Сто раз топал я от дома в разные стороны — на запад, восток и юг, много раз брался рассматривать старинный, 1785 года, межевой ганнибаловский план поместья. Но ведь в межевых планах землемеры показывали только внешние границы имения. Внутри же всё было условно, а многое и вовсе опущено. Но на ганнибаловском плане есть всё же главное — господский двор и стремительно бегущая к нему из леса, с юга на север, въездная дорога-аллея… Только почему на плане она такая длинная, куда длиннее, чем та Еловая аллея, по которой мы сегодня ходим?
Померил я по плану эту аллею, сличил с натурой и понял, что теперешняя Еловая аллея на добрую треть короче той, что на плане. Дойдя до показанного на плане конца аллеи, вижу, что дальше — небольшая площадка, за ней густой лес и тропинка. Деревья стоят тесно, но не сосны и ели, как всюду вокруг, а больше березняк, ракитник и почему-то куст сирени.

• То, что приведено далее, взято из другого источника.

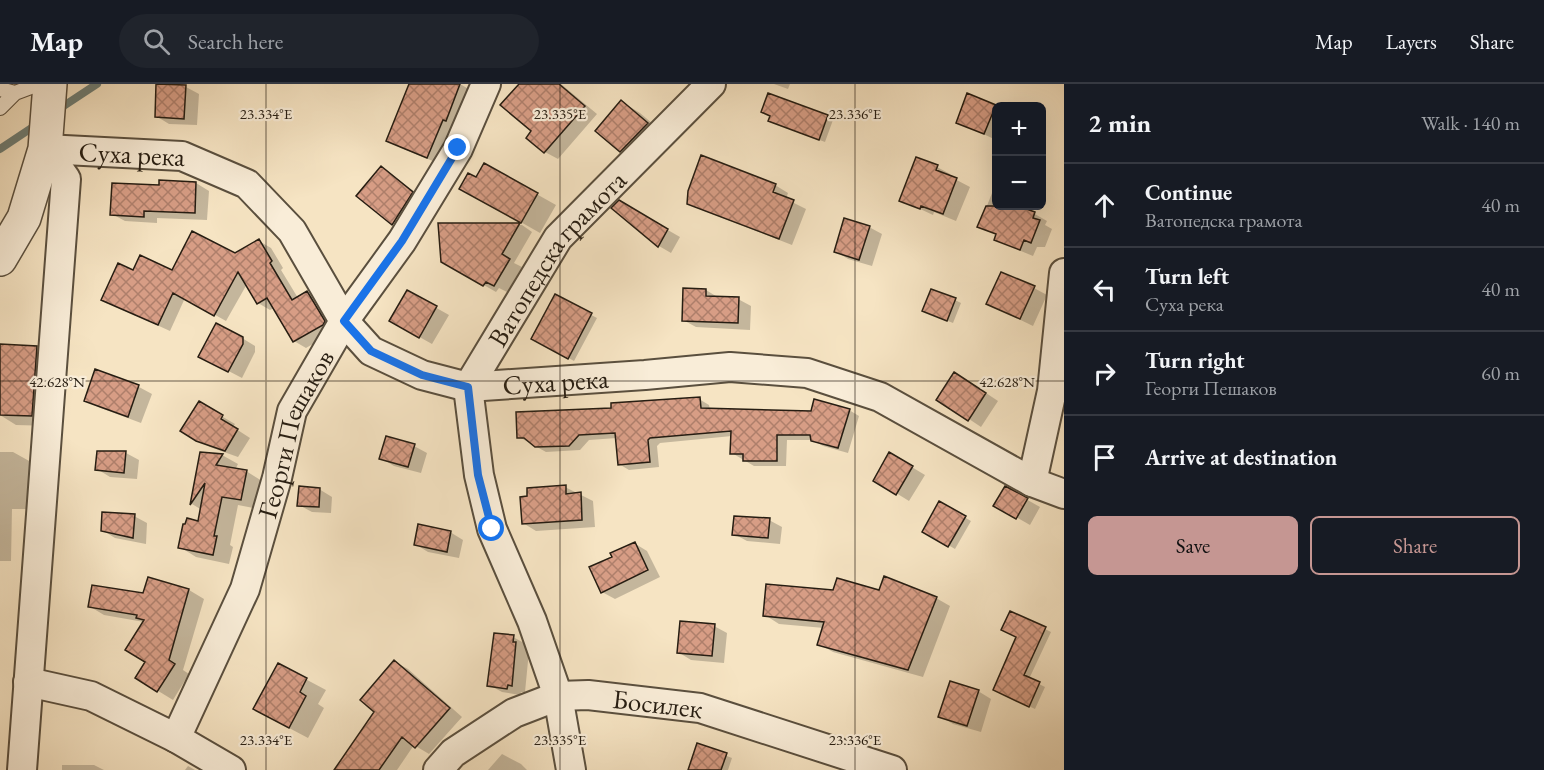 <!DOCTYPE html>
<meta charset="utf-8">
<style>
:root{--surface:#171b24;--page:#20242c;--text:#f1f3f6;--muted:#9ea1a6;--line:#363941;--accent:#c59692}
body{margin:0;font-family:"EB Garamond",serif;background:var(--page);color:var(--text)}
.controls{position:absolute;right:18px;top:18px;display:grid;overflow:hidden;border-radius:9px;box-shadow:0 6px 24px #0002}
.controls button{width:54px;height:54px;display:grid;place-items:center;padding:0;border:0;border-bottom:2px solid var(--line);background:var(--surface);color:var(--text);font:30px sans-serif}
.stop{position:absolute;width:18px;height:18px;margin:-14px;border:4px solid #1a73e8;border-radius:50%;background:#fff}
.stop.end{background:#1a73e8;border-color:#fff;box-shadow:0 2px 6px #0008}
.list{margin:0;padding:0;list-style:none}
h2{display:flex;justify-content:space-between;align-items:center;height:78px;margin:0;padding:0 24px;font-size:26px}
h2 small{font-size:20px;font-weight:400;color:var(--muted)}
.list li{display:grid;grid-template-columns:39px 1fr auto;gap:18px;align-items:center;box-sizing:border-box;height:84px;padding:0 24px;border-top:2px solid var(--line)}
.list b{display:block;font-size:22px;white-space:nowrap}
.list p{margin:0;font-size:20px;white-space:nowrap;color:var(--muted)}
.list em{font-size:20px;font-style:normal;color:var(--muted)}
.actions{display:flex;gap:12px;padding:18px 24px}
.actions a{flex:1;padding:14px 0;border:2px solid var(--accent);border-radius:9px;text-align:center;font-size:21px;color:var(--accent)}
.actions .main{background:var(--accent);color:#111}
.icon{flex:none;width:33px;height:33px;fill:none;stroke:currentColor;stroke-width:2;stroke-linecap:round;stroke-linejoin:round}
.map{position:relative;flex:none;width:1064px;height:686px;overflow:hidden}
header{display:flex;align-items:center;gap:36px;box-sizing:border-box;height:84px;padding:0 30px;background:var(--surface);border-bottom:2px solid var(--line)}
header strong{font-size:28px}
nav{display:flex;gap:33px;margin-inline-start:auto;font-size:21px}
.search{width:420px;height:54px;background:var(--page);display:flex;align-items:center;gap:15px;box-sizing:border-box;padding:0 21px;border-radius:33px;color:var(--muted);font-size:22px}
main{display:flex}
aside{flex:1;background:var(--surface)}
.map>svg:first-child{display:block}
.shadow{fill:#0003}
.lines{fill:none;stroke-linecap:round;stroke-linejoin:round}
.stream{stroke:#6d7e76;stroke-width:8}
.building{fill:url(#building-cross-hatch);stroke:#261d12;stroke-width:1.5}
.service-casing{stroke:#5a4f3e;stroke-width:16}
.minor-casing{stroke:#5a4f3e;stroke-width:32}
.tertiary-casing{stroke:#5a4f3e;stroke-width:36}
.service{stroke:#f9edd8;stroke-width:14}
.minor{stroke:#f9edd8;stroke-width:28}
.tertiary{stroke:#f9edd8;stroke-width:33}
.route{stroke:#1a73e8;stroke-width:8}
.ticks{fill:none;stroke:#261d12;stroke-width:1.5;stroke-opacity:0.45}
.labels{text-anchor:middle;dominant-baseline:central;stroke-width:4.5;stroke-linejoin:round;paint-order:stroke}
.street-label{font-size:27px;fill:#261d12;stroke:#f9edd8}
.ticks-label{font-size:15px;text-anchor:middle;fill:#261d12;stroke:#f9edd8;stroke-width:4.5;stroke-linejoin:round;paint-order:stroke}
</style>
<header>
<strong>Map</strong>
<div class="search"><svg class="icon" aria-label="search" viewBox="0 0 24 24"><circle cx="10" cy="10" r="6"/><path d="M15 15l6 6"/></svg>Search here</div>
<nav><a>Map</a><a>Layers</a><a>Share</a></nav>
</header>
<main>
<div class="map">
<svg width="1064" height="686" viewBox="0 0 1064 686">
<defs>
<pattern id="building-cross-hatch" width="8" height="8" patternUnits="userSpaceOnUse" patternTransform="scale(1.5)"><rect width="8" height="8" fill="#d79d85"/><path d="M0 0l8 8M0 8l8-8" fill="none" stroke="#ae7f6b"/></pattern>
</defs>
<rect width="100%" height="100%" fill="#f6e4c3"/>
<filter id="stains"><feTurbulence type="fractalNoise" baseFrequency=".00333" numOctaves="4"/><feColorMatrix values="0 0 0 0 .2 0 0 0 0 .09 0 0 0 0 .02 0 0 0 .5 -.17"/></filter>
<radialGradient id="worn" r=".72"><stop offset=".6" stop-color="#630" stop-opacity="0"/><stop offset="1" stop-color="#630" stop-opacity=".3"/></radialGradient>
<path class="shadow" d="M410 0H460L472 7 440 80 401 64 388 56Z
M521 0H561L597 30 558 75 545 68 533 47Z
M774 0H790L788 5Z
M186 3 199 10 197 41 169 40 156 32Z
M968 11 996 23V56L958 38Z
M622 18 640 29 666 51 640 78 621 67Z
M827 33 833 36 825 58 776 40Z
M485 81 556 121 540 149 461 104 476 95Z
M937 83 950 90 949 92 970 103 956 137 934 128 933 131 901 116Z
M382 84 394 92 425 116 406 147 393 140 359 112Z
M196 99 209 107 207 136 157 134V139L125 137 112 130 160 103Z
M775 101 788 109 786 115 806 125 792 161 702 126 689 119Z
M992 109 996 111V122H1021L1047 137 1045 141 1052 145 1045 163H1037L1033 172 1009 162 996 155 997 151 979 142Z
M619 118 680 153 671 169 659 162 613 124Z
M440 141H522L532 148 514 179 522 183 507 208 499 204 496 208 442 177Z
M869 143 882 150 872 182 848 175 835 167Z
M259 157 271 164 283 184 281 186 298 214 307 208 319 215 335 247 306 264 294 257 274 224 270 226 258 219 247 200 226 237 185 214 170 247 115 222 134 188H173L235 171Z
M1034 204 1047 211 1033 242 988 220Z
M706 206 719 214 738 215 751 222 750 246 696 243 683 236Z
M408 208 449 231 432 260 391 237Z
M555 212 597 234 574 277 533 254Z
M955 216 961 219 953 239 924 227Z
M242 254 255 262V268L242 294 213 279Z
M37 264 56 275 51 342 16 341 0 331V282Z
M96 287 139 303 152 310 141 339 98 323 85 316Z
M968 297 998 317 981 343 969 335Z
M699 315 709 321 710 326 812 328 849 326 859 332 848 369 823 362 812 356H787L786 382H754L742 375 732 369V352L660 359 657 362 659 383 629 386 619 380 617 354 589 356 580 366 546 368 519 353 613 325Z
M199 319 235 340 233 343 250 354 238 373 210 363 182 347Z
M414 362 427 369 421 389 394 382 381 374Z
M0 368H13L31 378V425H12L11 477H0Z
M99 368 126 369 139 376 137 395 110 393 97 385Z
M201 369 222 371 238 380 235 386 246 387 262 397 258 425 238 421 230 461 233 463 229 480 196 473 180 463 199 438 202 426 192 420Z
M890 370 925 391 909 417 875 396Z
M565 403 593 417 595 443 536 447 523 439Z
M1006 404 1040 423 1030 441 995 421Z
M319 405 332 413 331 429 312 428 299 421Z
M940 419 971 437 955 465 924 447Z
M134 432 147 439 146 460 115 454 102 446Z
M769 436 782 443 780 460 747 457 734 450Z
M450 448 463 456 459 474 428 468 415 460Z
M634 459 647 467 660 493 615 515 602 508Z
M189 506 204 515 183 586 189 590 173 616 137 594 147 578 144 538 104 531 89 522 144 511Z
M834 508H879L936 514 950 522 923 593 833 568 819 560 824 544 779 540 765 531Z
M714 542 727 549 724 579 691 576 678 568Z
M1045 545 1051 548 1029 595 1045 603 1035 625 1001 609Z
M513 553 526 560 525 565 529 567 525 608H521L520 611 502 608 489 601Z
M395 578 408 585 462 633 429 670 414 661 397 686H336L376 628Z
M279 581 326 606 318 620 324 624 308 654 274 636Z
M978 607 991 615 981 648 953 640 940 632Z
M698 661 732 674 728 686H689Z
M502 670 521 680 527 686H488Z
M62 681H94L104 686H62Z
M188 682 195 686H185Z"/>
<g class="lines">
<path class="stream" d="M56 27 97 0
M0 65 39 39"/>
</g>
<path class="building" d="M156 0 186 1 184 35 155 33Z
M409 0H460L446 37 443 36 427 74 386 57Z
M519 0H559L585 22 544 69 526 54 531 47 500 21Z
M768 9 828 31 819 56 768 37 770 32 761 28Z
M967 9 996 21 984 50 956 39Z
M621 16 648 39 620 68 595 47Z
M701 71 776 100 773 108 794 116 779 155 687 120 688 107Z
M916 73 938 81 936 86 957 94 943 130 921 122 920 125 899 117Z
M484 79 538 109 521 139 459 105 468 89 476 93Z
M381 82 413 108 392 141 356 112Z
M159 96 196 98 195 129 144 127V133L110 131 112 99 159 101Z
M619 116 668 145 658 163 611 124Z
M986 122H1018L1035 128 1033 134 1040 136 1031 159 1024 156 1020 166 994 156 996 150 977 143Z
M844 134 870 142 859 176 834 168Z
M438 139H520L502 170 510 175 494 202 486 198 483 202 441 178Z
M192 147 235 169 259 155 272 177 270 179 292 216 307 207 325 237 323 241 293 258 267 214 257 220 238 188 214 232 173 209 158 241 101 216 118 179 133 186 140 171 172 186Z
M1001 188 1035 202 1020 235 986 220Z
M683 204 706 205V212L739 213 738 239 682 237Z
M931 205 956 214 947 237 922 227Z
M407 206 437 222 419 254 389 237Z
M555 210 592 229 568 275 531 255Z
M216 239 243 253V260L228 288 198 273Z
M0 260 37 262 32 332 0 331Z
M95 285 139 301 128 333 84 317Z
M954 288 986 309 968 337 936 316Z
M700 313 701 324 811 327 814 315 850 325 838 364 811 357 810 351H777V377H743V370H730L731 347 650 354 648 356 650 378 618 381 615 349 579 351 569 362 535 363 524 354H517L516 328 611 324V319Z
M199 317 223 331 221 335 238 345 225 367 196 357 180 347Z
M386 352 415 360 408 383 379 375Z
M97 367H126L124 389 95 386Z
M200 368 223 370 216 381 247 386 241 416 222 413 214 452H217L213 471 178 464 183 440H185L187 434 198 437 205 399 190 421Z
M889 368 913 382 896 411 873 397Z
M566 401V410L581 408 582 436 522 440 520 413 527 412V404Z
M299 402 320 404 319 423 297 422Z
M1005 402 1028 414 1016 435 993 422Z
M939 417 966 432 948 463 922 448Z
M102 428 135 430 133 454 101 447Z
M734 432 770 434 768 454 732 451Z
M418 440 451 447 447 468 414 461Z
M635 458 648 486 601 509 589 483 612 473 610 469Z
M884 492 937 513 908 586 817 561 824 538 763 532 766 500 833 506 837 494 879 506Z
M148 493 189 505 169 576 175 580 157 608 135 594 145 578 125 566 144 536 136 534 137 531 88 523 92 501 143 509Z
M1010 527 1046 543 1024 591 1040 598 1029 623 993 606 1016 553 1001 546Z
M680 537 715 540 712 572 677 569Z
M494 549 514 551 513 558H516L512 602 508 601 507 605 487 602Z
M394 576 450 624 415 664 402 653 379 686H334L374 628 360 616Z
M278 579 307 594 300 608 306 612 289 644 253 625Z
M950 597 979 606 967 642 938 633Z
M697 659 727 669 721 686H688Z"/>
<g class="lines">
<defs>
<path id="service" d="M0 5 15 9 39 0
M0 24 15 9"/>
<g id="minor">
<path id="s1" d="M45 65 182 72 247 100 292 147 344 237 371 267 422 291 468 303 645 291 730 283 807 289 880 313 1032 398 1064 410"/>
<path d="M1032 398 1052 307 1064 189"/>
<path d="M28 598 91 612 176 654 231 686"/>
<path id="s2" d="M176 654 245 505 277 394 292 327 344 237 402 157 458 65 486 0"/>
<path d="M22 686 66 95 45 65"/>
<path id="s3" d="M438 686 453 669 514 629 558 612 588 611 700 624 892 686"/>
<path id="s4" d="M571 686 558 612 532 537 492 445 479 391 468 303 558 154 711 0"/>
</g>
<path id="tertiary" d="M0 175 24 134 45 65 50 0"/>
</defs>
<use href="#service" class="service-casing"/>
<use href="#minor" class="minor-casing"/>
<use href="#tertiary" class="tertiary-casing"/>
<use href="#service" class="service"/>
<use href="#minor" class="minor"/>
<use href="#tertiary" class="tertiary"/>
</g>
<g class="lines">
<path class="route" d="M458 64 402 157 344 237 371 267 422 291 468 303 478 391 492 445"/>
</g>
<path class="ticks" d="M266 0V686M560 0V686M855 0V686M0 297H1064"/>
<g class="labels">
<g class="street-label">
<text stroke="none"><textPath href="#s1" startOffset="87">Суха река</textPath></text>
<text stroke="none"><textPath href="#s4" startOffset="556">Ватопедска грамота</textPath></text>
<text stroke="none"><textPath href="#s1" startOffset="609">Суха река</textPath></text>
<text stroke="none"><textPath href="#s2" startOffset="328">Георги Пешаков</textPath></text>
<text stroke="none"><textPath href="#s3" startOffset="243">Босилек</textPath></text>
</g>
</g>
<g class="ticks-label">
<text x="266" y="35">23.334°E</text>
<text x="560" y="35">23.335°E</text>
<text x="855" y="35">23.336°E</text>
<text x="57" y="303">42.628°N</text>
<text x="1007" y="303">42.628°N</text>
<text x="266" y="661">23.334°E</text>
<text x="560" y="661">23.335°E</text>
<text x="855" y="661">23.336°E</text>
</g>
<rect width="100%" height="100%" filter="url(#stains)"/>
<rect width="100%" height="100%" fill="url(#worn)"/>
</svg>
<div class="controls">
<button>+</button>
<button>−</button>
</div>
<div class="stop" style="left:492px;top:445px"></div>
<div class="stop end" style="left:458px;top:64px"></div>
</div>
<aside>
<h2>2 min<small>Walk · 140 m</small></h2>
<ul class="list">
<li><svg class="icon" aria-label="ahead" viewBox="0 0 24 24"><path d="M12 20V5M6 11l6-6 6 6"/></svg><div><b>Continue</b><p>Ватопедска грамота</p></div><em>40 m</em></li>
<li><svg class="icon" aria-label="left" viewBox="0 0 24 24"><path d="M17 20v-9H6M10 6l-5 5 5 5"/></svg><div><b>Turn left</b><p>Суха река</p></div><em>40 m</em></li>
<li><svg class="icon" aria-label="right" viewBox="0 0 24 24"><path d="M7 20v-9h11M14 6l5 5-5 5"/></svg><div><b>Turn right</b><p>Георги Пешаков</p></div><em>60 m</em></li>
<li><svg class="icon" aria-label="arrive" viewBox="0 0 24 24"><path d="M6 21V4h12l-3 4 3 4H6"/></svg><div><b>Arrive at destination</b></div></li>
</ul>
<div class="actions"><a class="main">Save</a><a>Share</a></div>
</aside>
</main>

Я уже давно приметил: если видишь где-нибудь в заброшенном месте куст сирени — знай, здесь некогда было какое-нибудь человеческое строение.
Расчистив небольшой клочок земли от ракиты, взял я лом и стал щупать землю. И тут скоро мой лом наткнулся на первый камень. Затем второй, третий, четвертый…
Стал я наносить положение камней на бумагу. Камни ложились в ряды, ряды образовывали прямоугольник.
Позвал людей. Мы сняли мох, удалили кусты и стали углубляться в землю. И скоро обнаружили хорошо сохранившийся фундамент небольшого строения. Продолжая копать дальше, нашли куски старых бревен, доски, оконное стекло, кованые гвозди, медные старинные монеты и… разбитую гончарную лампаду… Позвали геодезиста. Он сделал инструментальную съемку места, привязал его к ганнибаловскому межевому плану, и тогда все мы увидели, что Еловая аллея, медленно поднимаясь к югу, доходила прямо до этого места и здесь был ее конец и начало, и въезд в усадьбу, и площадка, на которой стояла часовня. И эту часовню, несомненно, было видно из окна пушкинского кабинета»[450].
Гениальная интуиция давала Гейченко возможность не только восстановить усадьбы, но и создать в Михайловском неповторимую атмосферу — как для приезжающих туда паломников, так и для сотрудников музея, участвующих в этом акте творения мира.
Портрет заповедника на фоне Гейченко
«Весной — летом 1980 года в заповедник на работу были приняты четверо молодых сотрудников, на будущий год пришли еще три человека, потом еще два — по одному в разные годы. Это был последний „гейченковский призыв“, к которому примкнул предыдущий „набор“ конца 1970-х. „Призыв“, „набор“ — условное название: каждый сотрудник был „товар штучный“. И тем не менее было что-то общее в людях, которых С. С. Гейченко принимал на работу в последнее десятилетие своей жизни»[451].
Думается, что мемуаристка ошибается: общее было вообще во всех людях, которых Гейченко когда-либо принимал на работу в Михайловский заповедник. Брал он далеко не всех, кто хотел, с каждым беседовал отдельно, и довольно быстро интуитивно понимал, подходит ли. Какими критериями он пользовался, неизвестно. Вероятно, человеческие качества были важны. Но, может быть, и не только они, а, скажем, способность к самостоятельному творчеству, оригинальность взгляда на мир. Особое, личное отношение к Пушкину. Вероятнее всего, и сам Гейченко не мог бы этого пояснить.
Он умел чувствовать «душу» в растениях и деревьях, это явственно ощутимо в его рассказах. К птицам и животным, населявшим этот край, относился как к осмысленным существам. Так Миндия, герой поэмы Важи Пшавелы «Змееед», умел понимать язык животных:
Если этот особый язык природы был внятен Гейченко, то почему не предположить, что и людей он так же чувствовал и понимал? И умел найти каждому человеку место в заповеднике, соответствующее его задаткам и способностям. О каждом принятом сотруднике заботился, обеспечивал жильем, не сразу, но добивался для него либо квартиры в поселке, либо части дома в Савкине. А тем временем новый сотрудник жил в Святогорском монастыре в общежитии для научных сотрудников, которое располагалось в бывшем доме настоятеля.